Another example that executives commonly fear is the death of an employee while at work. If a death happens, they should say more than, “Our thoughts and prayers are with the family.” It is a nice sentiment, but we’ve heard it so many times that this statement alone feels impersonal.

What if they added some information about the person? They don’t have to immediately disclose a name, but they can say that the employee who lost his/her life was a good person who was appreciated. Try instead: “Today was a devastating day. We lost one of our own who showed up to work every day for the past seven years, ready to help, with a signature grin that many of his colleagues will always remember. Our hearts are heavy, and our thoughts and prayers are with his family.”

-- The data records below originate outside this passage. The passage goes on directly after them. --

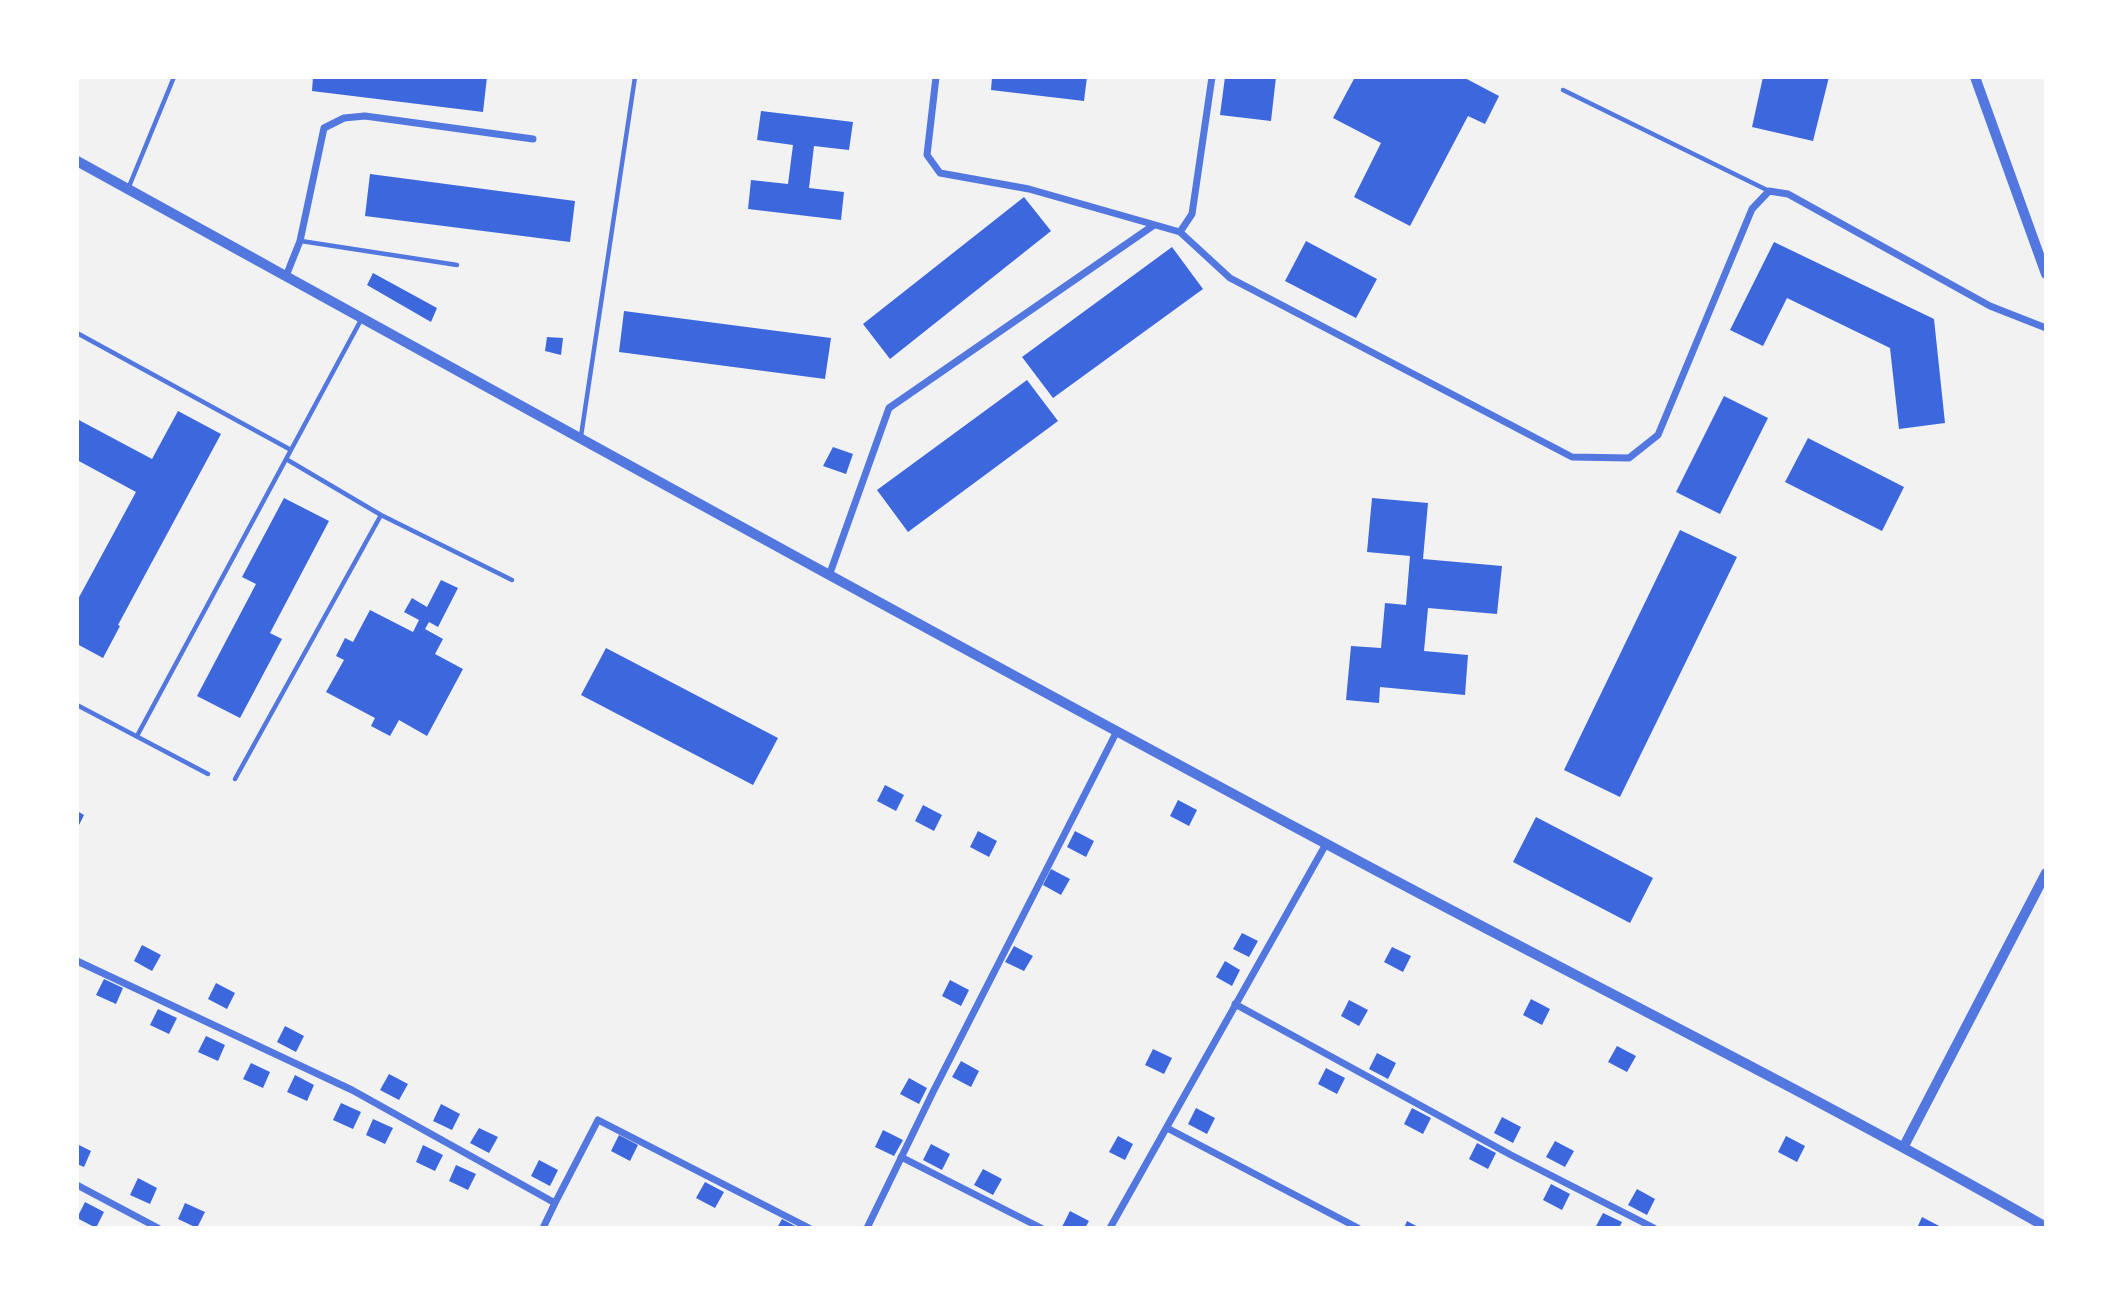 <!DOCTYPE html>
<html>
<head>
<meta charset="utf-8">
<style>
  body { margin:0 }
  #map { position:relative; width:2123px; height:1305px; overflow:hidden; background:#f2f2f2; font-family:"PT Sans",sans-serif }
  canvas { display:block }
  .frame { position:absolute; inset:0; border:79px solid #fff; pointer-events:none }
</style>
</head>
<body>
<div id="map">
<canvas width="2123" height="1305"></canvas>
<div class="frame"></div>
</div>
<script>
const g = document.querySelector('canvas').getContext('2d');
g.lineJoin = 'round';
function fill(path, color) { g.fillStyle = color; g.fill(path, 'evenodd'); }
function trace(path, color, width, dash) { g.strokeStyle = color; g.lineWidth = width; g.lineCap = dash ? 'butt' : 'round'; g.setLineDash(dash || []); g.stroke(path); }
const building = new Path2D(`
  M313,77H487L483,112L312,91Z
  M992,77H1087L1084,101L991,90Z
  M1225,77H1276L1271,121L1220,115Z
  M1355,77H1463L1499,96L1485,124L1468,116L1410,226L1354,197L1381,143L1333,118Z
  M1763,77H1829L1813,141L1752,127Z
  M761,111L853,122L849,150L814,146L809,188L844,192L841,220L748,209L751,180L788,184L793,145L757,140Z
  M370,174L575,201L570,242L365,216Z
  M1024,197L1051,231L890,359L863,324Z
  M1306,241L1377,279L1356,318L1285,281Z
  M1774,242L1934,319L1945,423L1899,429L1890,348L1787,298L1763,346L1730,330Z
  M1172,247L1203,289L1053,398L1022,357Z
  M373,273L437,308L431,322L367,285Z
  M624,311L831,338L825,379L619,352Z
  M547,337L563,338L561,355L545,351Z
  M1027,380L1058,421L908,532L877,490Z
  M1724,396L1768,418L1720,514L1676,492Z
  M178,411L221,434L118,625L120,626L103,658L77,644V601L136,492L77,460V419L152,459Z
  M1808,438L1904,487L1882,531L1785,482Z
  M833,447L853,454L846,474L823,466Z
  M284,498L329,521L270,633L282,639L240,718L197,696L256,584L242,577Z
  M1372,498L1428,503L1423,559L1502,566L1497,614L1428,608L1424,651L1468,655L1465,695L1380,687L1379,703L1346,700L1351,646L1381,648L1385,603L1406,605L1410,556L1367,552Z
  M1680,530L1737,557L1620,797L1564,770Z
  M441,580L458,588L438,627L429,622L425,629L443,639L435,654L463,669L427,736L399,720L390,736L371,726L375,718L326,692L344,660L336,656L345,638L353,642L370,610L413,632L419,620L404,612L412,598L427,607Z
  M606,648L778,738L753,785L581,695Z
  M885,785L904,795L896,811L877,801Z
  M1178,800L1197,810L1189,826L1170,816Z
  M923,805L942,815L934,831L915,821Z
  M77,811L84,815L77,829Z
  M1536,817L1653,878L1630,923L1513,862Z
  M978,831L997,841L989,857L970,847Z
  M1075,831L1094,841L1086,857L1067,847Z
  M1051,869L1070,879L1061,895L1043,885Z
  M1242,933L1258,941L1249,957L1233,949Z
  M142,945L161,955L152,971L134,961Z
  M1014,946L1033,956L1024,971L1005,962Z
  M1392,947L1411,956L1403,972L1384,962Z
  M1225,961L1240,970L1232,986L1216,977Z
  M104,979L123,988L116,1004L96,995Z
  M950,980L969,990L961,1006L942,996Z
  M216,983L235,993L227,1009L208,999Z
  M1531,999L1550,1009L1542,1025L1523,1015Z
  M1349,1000L1368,1010L1359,1026L1341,1016Z
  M158,1009L177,1018L169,1034L150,1025Z
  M285,1026L304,1036L296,1052L277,1042Z
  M206,1036L225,1045L218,1061L198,1052Z
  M1617,1046L1636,1056L1627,1072L1608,1062Z
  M1153,1049L1172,1058L1164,1074L1145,1065Z
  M1377,1053L1396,1063L1388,1079L1369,1069Z
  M961,1061L979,1071L971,1087L952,1077Z
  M251,1063L270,1072L263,1088L243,1079Z
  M1326,1068L1345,1078L1337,1094L1318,1084Z
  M389,1074L408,1084L399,1100L380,1090Z
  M295,1075L314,1085L307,1101L287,1092Z
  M909,1078L927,1088L919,1104L900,1094Z
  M341,1103L361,1112L353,1129L333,1120Z
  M441,1104L460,1114L452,1130L433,1121Z
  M1196,1108L1215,1118L1207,1134L1188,1124Z
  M1412,1108L1431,1118L1423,1134L1404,1124Z
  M1502,1117L1521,1127L1513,1143L1494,1133Z
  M373,1119L393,1128L385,1144L366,1135Z
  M479,1128L498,1137L489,1153L470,1143Z
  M883,1130L903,1140L894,1156L875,1147Z
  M619,1135L638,1145L630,1161L611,1151Z
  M1118,1136L1133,1144L1125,1160L1109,1152Z
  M1786,1136L1805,1146L1797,1162L1778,1152Z
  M1555,1141L1574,1151L1565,1167L1546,1157Z
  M1477,1143L1496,1153L1488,1169L1469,1159Z
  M77,1144L91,1151L84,1167L77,1164Z
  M931,1144L950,1154L942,1170L923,1160Z
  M423,1145L443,1155L435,1171L416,1162Z
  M539,1160L558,1170L550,1186L531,1176Z
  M456,1165L476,1174L468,1190L449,1181Z
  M983,1169L1002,1179L993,1195L974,1185Z
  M138,1178L157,1188L150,1204L130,1195Z
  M705,1182L724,1192L715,1208L696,1198Z
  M1551,1184L1570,1194L1562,1210L1543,1200Z
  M1637,1189L1655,1199L1647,1215L1628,1205Z
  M85,1202L104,1212L96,1228L77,1218Z
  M185,1203L205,1212L197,1228L178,1219Z
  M1070,1211L1089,1221L1085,1228L1062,1227Z
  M1603,1213L1622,1222L1619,1228H1595Z
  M1922,1217L1943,1228H1917Z
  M782,1219L799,1228H777Z
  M1407,1221L1420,1228H1404Z`);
const service = new Path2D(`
  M1563,90L1769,191
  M128,189L174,77
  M301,241L457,265
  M77,333L291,450
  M581,436L635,77
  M286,459L381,515L512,580
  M77,705L208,774
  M137,736L362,318
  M235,779L381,515`);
const minor = new Path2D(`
  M936,77L927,155L940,173L1029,189L1180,232L1230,278L1572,457L1629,458L1658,435L1752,209L1769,191L1788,194L1990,306L2046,328
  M1180,232L1192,214L1212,77
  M286,276L300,241L324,128L344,118L365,116L533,139
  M830,573L889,408L1154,225
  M77,961L352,1090L555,1203L543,1228
  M1235,1004L1511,1155L1654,1228
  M1167,1128L1358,1228
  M901,1157L1041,1228
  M77,1185L158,1228
  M555,1203L598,1120L809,1228
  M867,1228L933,1092L1117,731
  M1110,1228L1326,844`);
const tertiary = new Path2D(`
  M1975,77L2046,274
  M77,161C491,389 904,618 1321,841C1562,971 1808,1091 2046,1227
  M1904,1146L2046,873`);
fill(building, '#3d67dc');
trace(service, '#5277de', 4.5);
trace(minor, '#5277de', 7);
trace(tertiary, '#5277de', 10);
</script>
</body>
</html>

http://marshguard.com/?kafka=%D9%83%D9%8A%D9%81-%D8%AA%D8%B1%D8%A8%D8%AD-%D8%A7%D9%84%D9%85%D8%A7%D9%84-%D9%85%D9%86-%D8%AE%D9%84%D8%A7%D9%84-%D9%85%D9%88%D9%82%D8%B9&e53=e7 Setting your spokesperson up for success

Not every crisis requires a spokesperson, but when it does, selecting the right person is just as important as creating well-crafted messages.

Even the most genuine person can seem formal and uncomfortable in front of a camera. Being a good spokesperson takes training and practice. That doesn’t mean that spokespeople have been trained to act. Instead, they are trained on the often awkward art of giving a media interview, so that when it happens, they focus less on the mechanics and more on the message – positioning them to be their authentic selves.

One of the most rewarding parts of my job as a communications professional is helping an organization in crisis. This is when good judgement and sound advice are most critical and most valued. If done well, organizations are judged more for their response to the crisis than on the crisis itself. If that response puts people first and is delivered in an authentic and timely way, the organization and its reputation may emerge stronger than ever.